Helping children deal with divorce or separation

Separation may involve bad feelings between the parents (and their families). Children can pick up on this, which may make them confused or unhappy – or even blame themselves for a break-up.

To support children during a separation and help them with their worries, you should:

  • remind them that they are loved by both parents
  • be honest when talking about it but keep in mind the child's age and understanding
  • avoid blame – don't share any negative feelings the adults have about each other
  • keep up routines such as going to school and specific meal times
  • let them know they can talk about their feelings with you – explain that it's okay to be sad, confused or angry
  • listen more than you speak – answering questions will help them to open up.
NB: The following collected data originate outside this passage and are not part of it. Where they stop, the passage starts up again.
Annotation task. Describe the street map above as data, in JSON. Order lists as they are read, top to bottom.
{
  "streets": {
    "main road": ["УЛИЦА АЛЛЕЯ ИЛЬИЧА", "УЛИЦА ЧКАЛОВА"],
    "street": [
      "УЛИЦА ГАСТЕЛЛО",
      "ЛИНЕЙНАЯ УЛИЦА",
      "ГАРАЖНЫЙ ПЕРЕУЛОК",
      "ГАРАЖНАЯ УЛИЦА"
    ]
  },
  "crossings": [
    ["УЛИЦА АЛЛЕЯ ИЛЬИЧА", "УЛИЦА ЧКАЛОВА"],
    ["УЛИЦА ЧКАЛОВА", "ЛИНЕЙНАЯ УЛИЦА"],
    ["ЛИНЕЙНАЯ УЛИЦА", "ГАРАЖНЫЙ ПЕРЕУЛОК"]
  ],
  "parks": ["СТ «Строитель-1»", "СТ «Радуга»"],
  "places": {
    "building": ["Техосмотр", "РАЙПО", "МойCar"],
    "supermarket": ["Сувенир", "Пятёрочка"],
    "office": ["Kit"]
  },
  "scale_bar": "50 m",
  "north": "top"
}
Sometimes children find it hard to talk to someone in the family about their parents separating. Remind them they can always contact Childline by phoning 0800 1111 or having a 1-2-1 chat online.

 

Who can help?

We can't provide legal advice but the Coram Children's Legal Centre offers free information and advice on all aspects of the law relating to young people. Coram's helpful Contact factsheet (PDF) addresses common questions about contact arrangements.

You can also get help from the following organisations.
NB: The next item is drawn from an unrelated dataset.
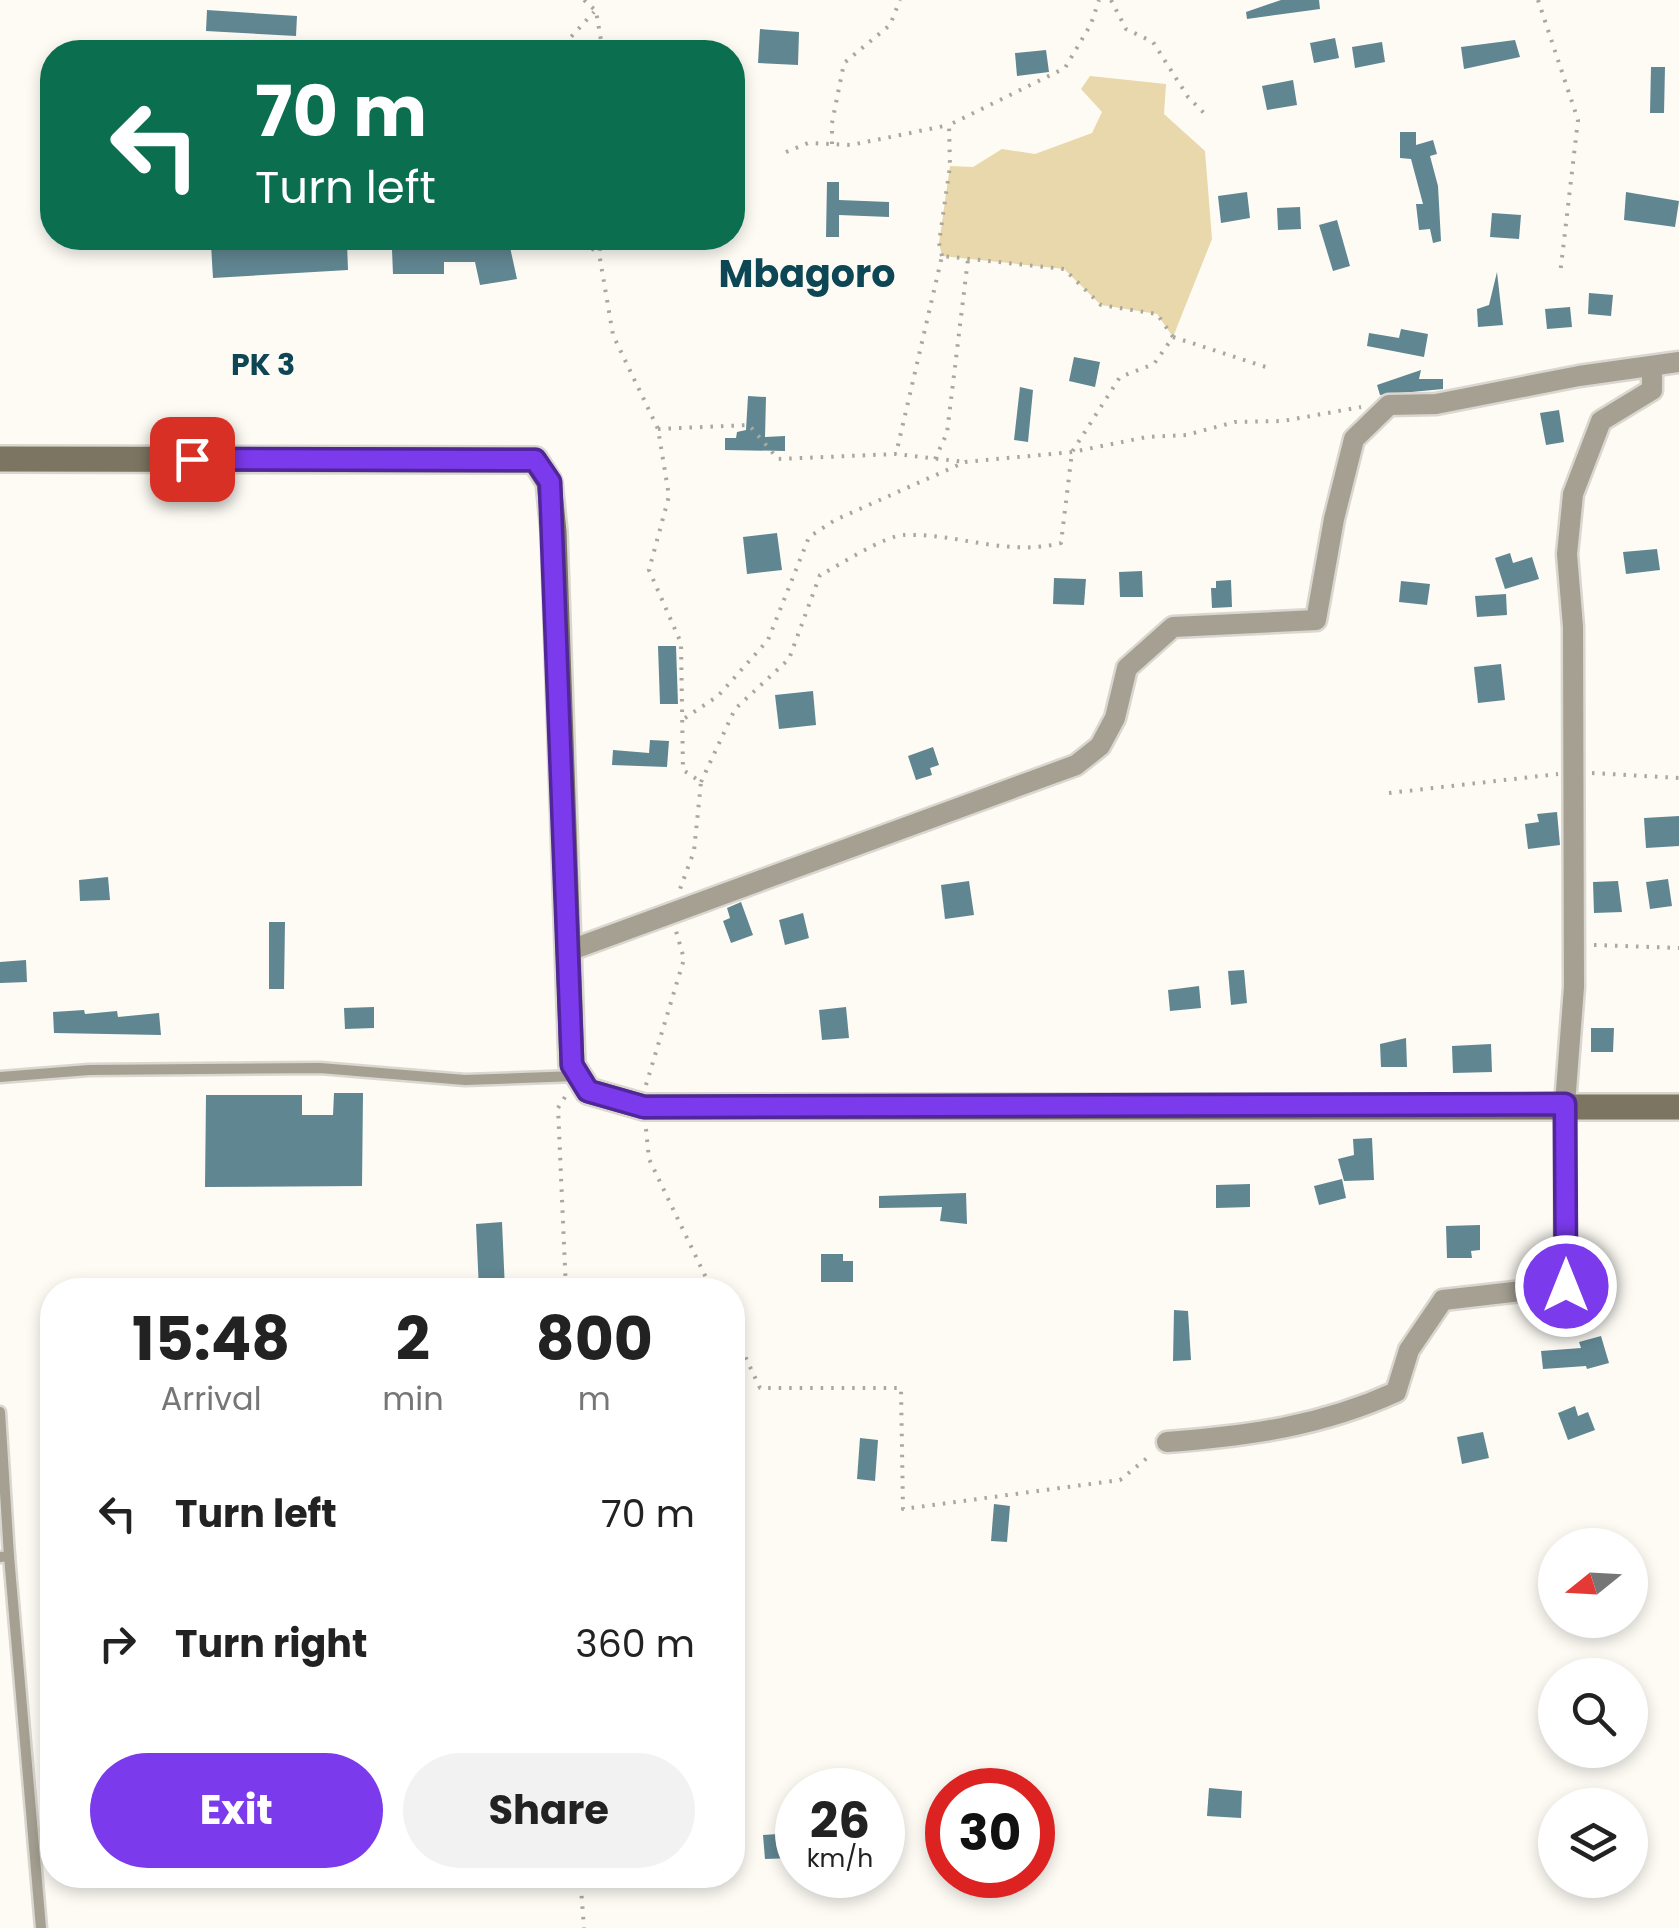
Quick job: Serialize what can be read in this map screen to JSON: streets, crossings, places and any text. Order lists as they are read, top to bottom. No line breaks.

If you think a child might be at risk of harm, please call the NSPCC helpline to discuss your concerns with a Helpline counsellor.

 

How the courts decide on contact and residence

Every child and set of circumstances is different. But in every situation, the child's welfare must be put first. When deciding on contact and residence, the courts focus on a number of key factors.

 

  • the wishes and feelings of the child

  • any harm or risk of harm

  • the child's physical, emotional and educational needs

  • the likely effect of any change in the child's circumstances

  • the child's age, sex, background and characteristics

  • the ability of each parent to meet the child's needs

     

     

     

     

     

    Books to help younger children

     

     

     

    How to talk so kids will listen and listen so kids will talk.
    By Adele Faber and Elaine Mazlish
    Explains how to cope with children's negative feelings, how to express anger without being hurtful, how to engage a child's willing cooperation, how to set firm limits and maintain goodwill, and, how to resolve family conflicts. It also outlines alternatives to punishment.

    Kid-friendly parenting with deaf and hard of hearing children.
    By Daria J. Medwid and Denise Chapman Weston
    For the parents of deaf and hard-of-hearing children, this step-by-step guide offers hundreds of ideas and methods that work with children aged 3 to 12. It provides play activities to help parents enhance communication, solve problems and strengthen relationships in skilful, fun ways.
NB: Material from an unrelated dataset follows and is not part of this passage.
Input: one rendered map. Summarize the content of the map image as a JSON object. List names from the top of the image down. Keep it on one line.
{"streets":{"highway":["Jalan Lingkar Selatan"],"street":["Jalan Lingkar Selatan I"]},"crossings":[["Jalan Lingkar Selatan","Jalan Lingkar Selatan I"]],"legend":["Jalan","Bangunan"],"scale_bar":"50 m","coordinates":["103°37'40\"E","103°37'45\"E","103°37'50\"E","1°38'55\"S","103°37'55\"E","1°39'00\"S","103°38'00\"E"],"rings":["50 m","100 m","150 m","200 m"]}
    The huge bag of worries.
    By Virginia Ironside and Frank Rodgers
    An illustrated book which encourages children to share their anxieties and fears. Tells the story of a little girl who carries around an increasingly huge bag filled with worries. She doesn't feel she can tell anyone but once she opens up the bag and shares the worries with someone else, the worries no longer seem so big.

    The incredible years: a trouble-shooting guide for parents of children aged 3-8.
    By Carolyn Webster-Stratton
    Advice for parents on managing anger and frustrations, coping with specific problem behaviours such as bed-wetting, how to play, using praise and rewards to promote good behaviour, and communicating with children.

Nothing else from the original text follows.